Clearly, there has to a major overhaul of this area. Why have no employees succeeded in bringing a claim for compensation? Is the prospect of taking on the employer too daunting? Unless the law takes into account the fact that multi-nationals make huge profits and the tests is moved away from benefit in light of the turnover or profits of a company, employee-inventors are unlikely to succeed in the future. Assuming that an employee makes out a case for outstanding benefit of a patent, the court or comptroller is still left to decide whether it is ‘just’ to award compensation to that employee.

The proposed changes to this section of the Patent Act are most welcome. Would the proposed changes redress the imbalance? It is hoped that the changes would encourage more claims from employee-inventors within the IT industry.
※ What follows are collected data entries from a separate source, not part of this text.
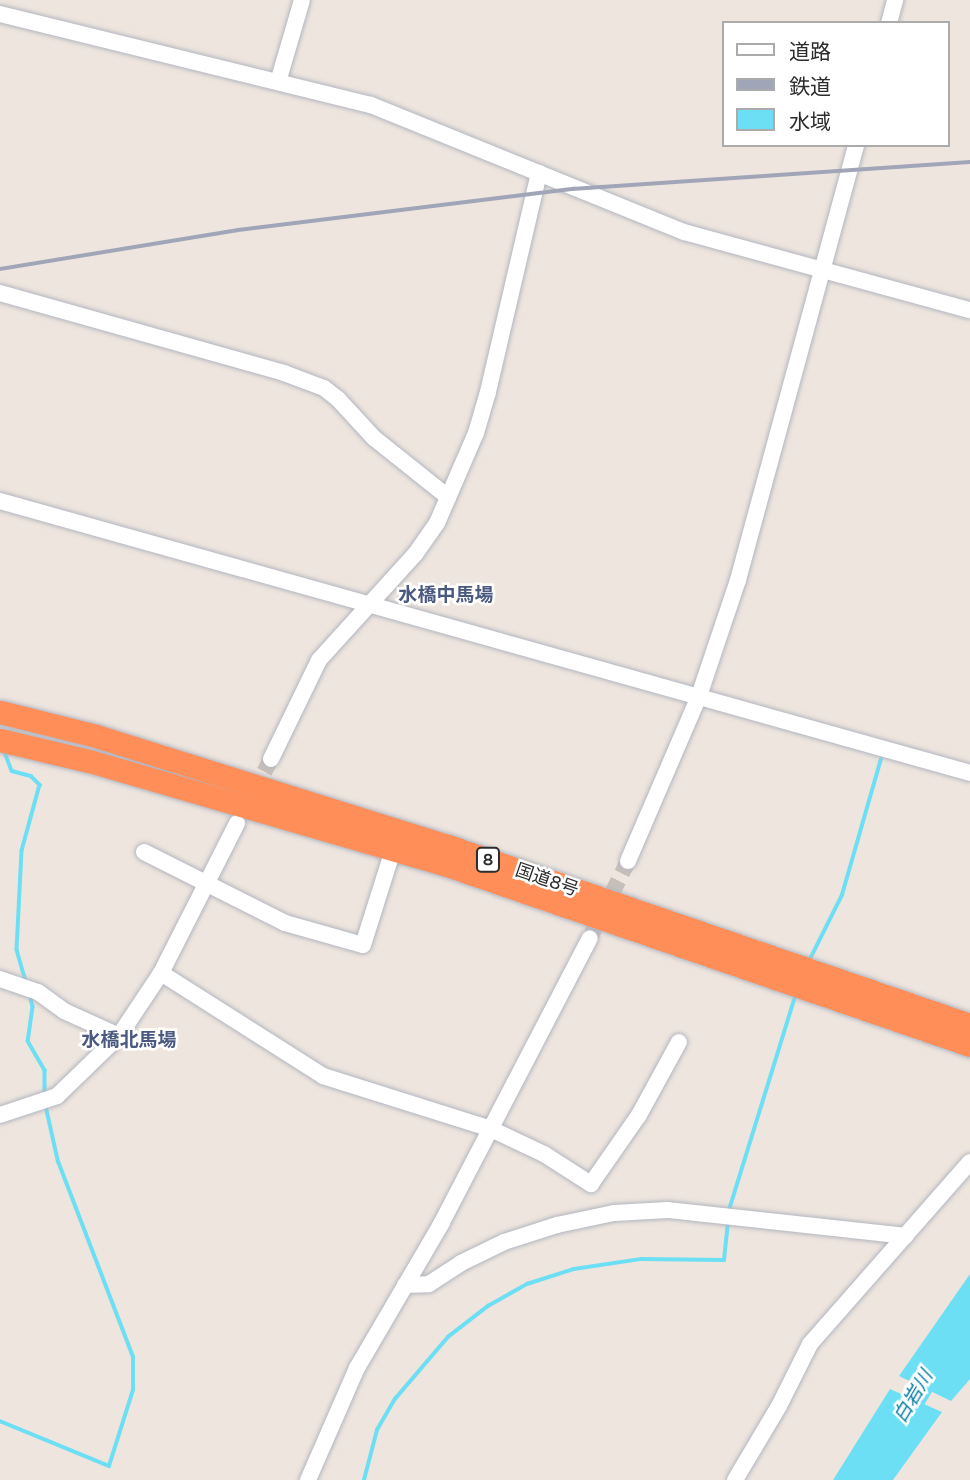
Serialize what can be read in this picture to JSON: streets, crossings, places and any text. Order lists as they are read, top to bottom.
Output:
{
  "streets": {
    "highway": ["8", "国道8号"]
  },
  "districts": ["水橋中馬場", "水橋北馬場"],
  "water": ["白岩川"],
  "legend": ["道路", "鉄道", "水域"]
}
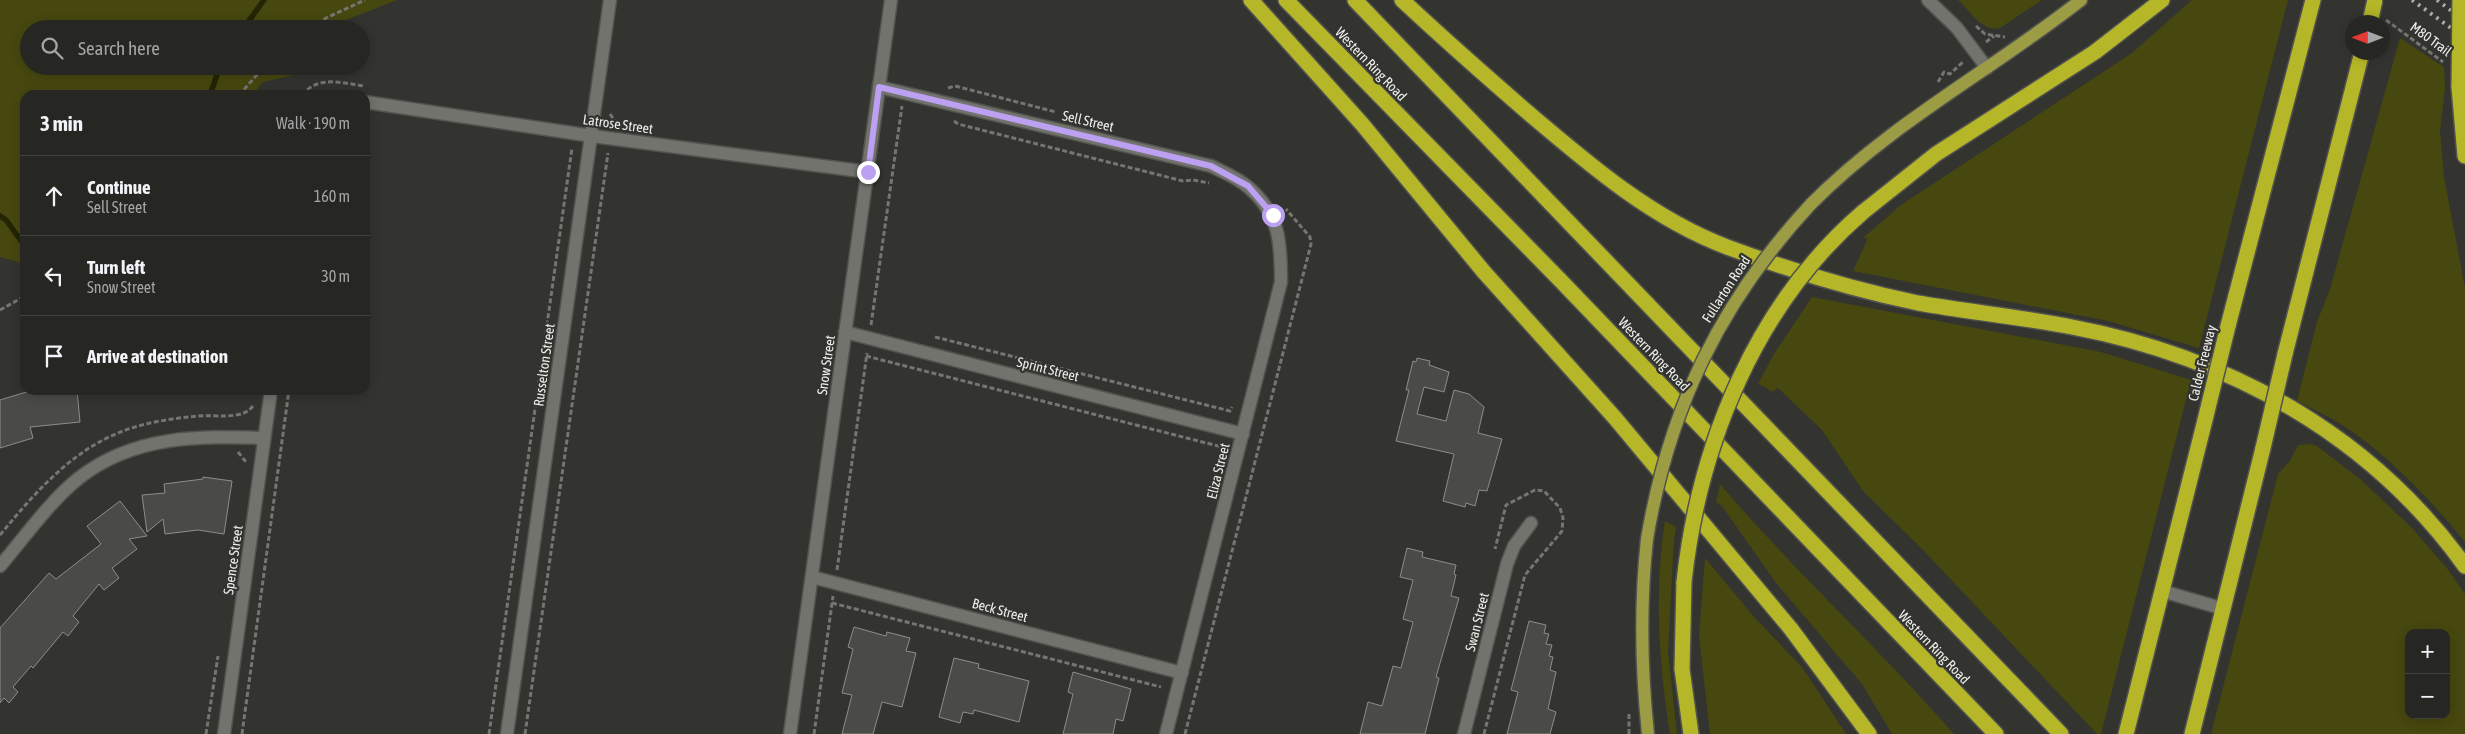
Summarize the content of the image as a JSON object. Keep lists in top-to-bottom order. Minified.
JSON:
{"streets":{"highway":["Western Ring Road","Calder Freeway"],"main road":["Fullarton Road"],"street":["Sell Street","Latrose Street","Russelton Street","Snow Street","Sprint Street","Eliza Street","Spence Street","Beck Street","Swan Street"],"path":["M80 Trail"]},"crossings":[["Sell Street","Snow Street"],["Sell Street","Eliza Street"],["Latrose Street","Russelton Street"],["Latrose Street","Snow Street"],["Snow Street","Sprint Street"],["Snow Street","Beck Street"],["Sprint Street","Eliza Street"],["Eliza Street","Beck Street"]],"north":"left","page":{"search":"Search here","heading":["3 min","Walk · 190 m"],"list":[["Continue","Sell Street","160 m"],["Turn left","Snow Street","30 m"],"Arrive at destination"],"map_buttons":["+","−"]}}
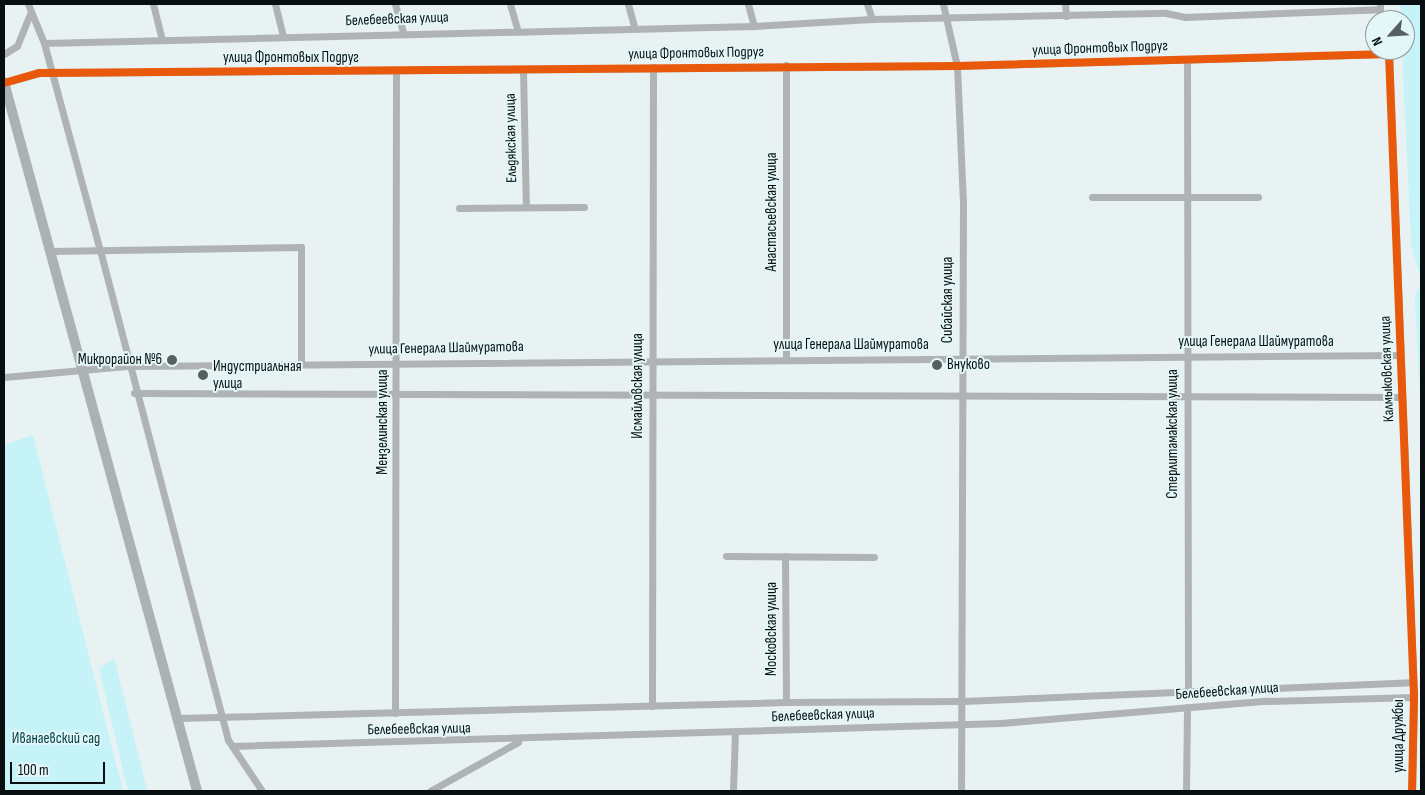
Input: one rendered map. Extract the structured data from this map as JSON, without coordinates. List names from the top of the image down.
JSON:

ó RT Coopers Solicitors, 2003.

Dr Rosanna Cooper CChem MRSC is the Principal of RT Coopers Solicitors. A commercial law firm specialising in intellectual property and information technology. If you require further information, please contact her on Tel: 020 7488 2985; Email: r.cooper@rtcoopers.com


[1] The Proposed Patents Act 1977 (Amendment) (No 2)Bill was originally scheduled for introduction to the House of Commons on 24 April 2003. It proposes changes to the Patents Act 1977 in order to give effect to the revised European Patent Convention (“EPC”). The text of the EPC was adopted on 28 June 2001. The new text of the EPC can be accessed at www.european-patent-office.org/epo/dipl_conf/documents.htm.

[2] The UK must give effect to the EPC in its domestic law. The provisions of the EPC come into force no later than two years after the 15th Contracting State ratifies or accedes.

[3] In the “Consultation Paper on The Proposed Patents Act (Amendments) Bill” the Patent Office is seeking views on the proposed changes to the Patent Act along with a number of other changes to the Patent Act that they propose.

Memco-Med Ltd’s Patent [1992] RPC 403; British Steel PLC’s Patent [1992] RPC 117; GEC Avionics Ltd’s Patent [1992] RPC 107. In a recent case reported in the Financial Times 16 December, 2002, an ex employee of Johnson & Johnson, Stuart Jackson, has filed a claim with the comptroller claiming that he should be compensated for a lucrative medical invention he developed whist working for the company. Mr. Jackson has an uphill struggle ahead of him to succeed in his claim for compensation against a multi-national like Johnson & Johnson if the current test for ‘outstanding benefit’ is applied in his case.